Although executable logic of an embodiment of the disclosure may be embodied in software or code executed by general purpose hardware as discussed above, as an alternative the same may also be embodied in dedicated hardware or a combination of software/general purpose hardware and dedicated hardware. If embodied in dedicated hardware, each can be implemented as a circuit or state machine that employs any one of or a combination of a number of technologies. These technologies may include, but are not limited to, discrete logic circuits having logic gates for implementing various logic functions upon an application of one or more data signals, application specific integrated circuits having appropriate logic gates, or other components, and the like.

Also, any logic or application according to an embodiment of the disclosure that comprises software or code can be embodied in any non-transitory computer-readable medium for use by or in connection with an instruction execution system such as, for example, a processor in a computer system or other system. In this sense, the logic may comprise, for example, statements including instructions and declarations that can be fetched from the computer-readable medium and executed by the instruction execution system. In the context of the present disclosure, a “computer-readable medium” can be any medium that can contain, store, or maintain the logic or application described herein for use by or in connection with the instruction execution system. The computer-readable medium can comprise any one of many physical media such as, for example, magnetic, optical, or semiconductor media. More specific examples of a suitable computer-readable medium would include, but are not limited to, magnetic tapes, magnetic floppy diskettes, magnetic hard drives, memory cards, solid-state drives, USB flash drives, or optical discs. Also, the computer-readable medium may be a random access memory (RAM) including, for example, static random access memory (SRAM) and dynamic random access memory (DRAM), or magnetic random access memory (MRAM). In addition, the computer-readable medium may be a read-only memory (ROM), a programmable read-only memory (PROM), an erasable programmable read-only memory (EPROM), an electrically erasable programmable read-only memory (EEPROM), or other type of memory device.

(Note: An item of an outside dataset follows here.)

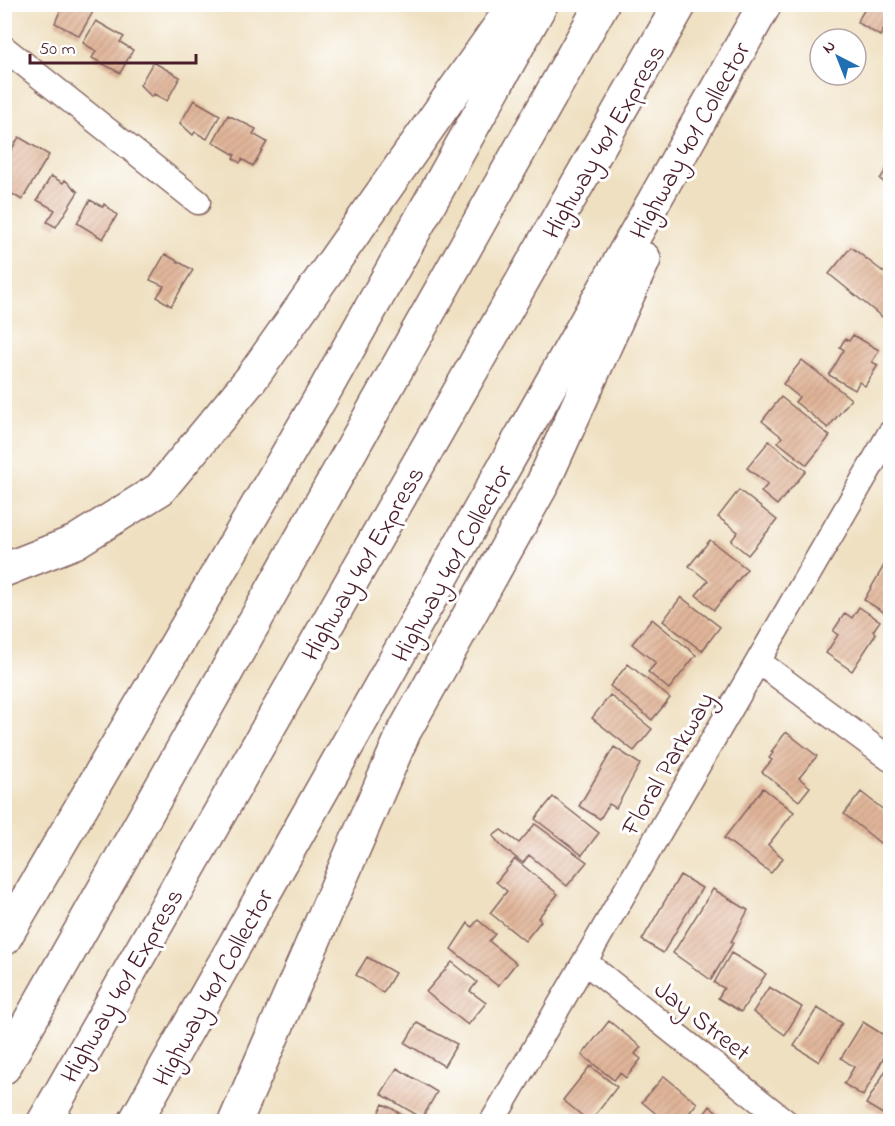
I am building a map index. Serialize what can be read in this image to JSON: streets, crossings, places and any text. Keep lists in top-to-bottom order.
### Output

The data can be stored on the cloud and can be made accessible to specialists across the world. This will permit remote access of images and testing of patients in remote regions across the world. Storage of data on the cloud can be used to compare behavior or morphology in normal populations versus diseased populations and to aggregate such statistics in mass populations.

The constructal analysis method can be detailed as follows. The processing of the image begins by obtaining a binary image of an isolated arterial or venous network. The image is a pixelated image with white pixels being equivalent to the vasculature and dark pixels representing the background. A determination is made of the total number of particles (discrete areas of white pixels) and other pixels (i.e. all particles) but the one comprising of the most pixels are removed. In other words, the imaged vasculature is smoothed out to a series of points that represent the highest pixel density along the path of the vasculature. A thinning algorithm is then used that reduces the network to paths with widths of one pixel. Any “spurs” or small lengths of network containing endpoints are then removed. The stub removal has an arbitrary threshold. It is cut off at around 5-10 pixels which is less that 5% of the overall segment length. A flow source (i.e., a series of interconnected arteries or veins through which flow occurs) in the image is then used for further study by manually selecting a suitable area in the image as follows.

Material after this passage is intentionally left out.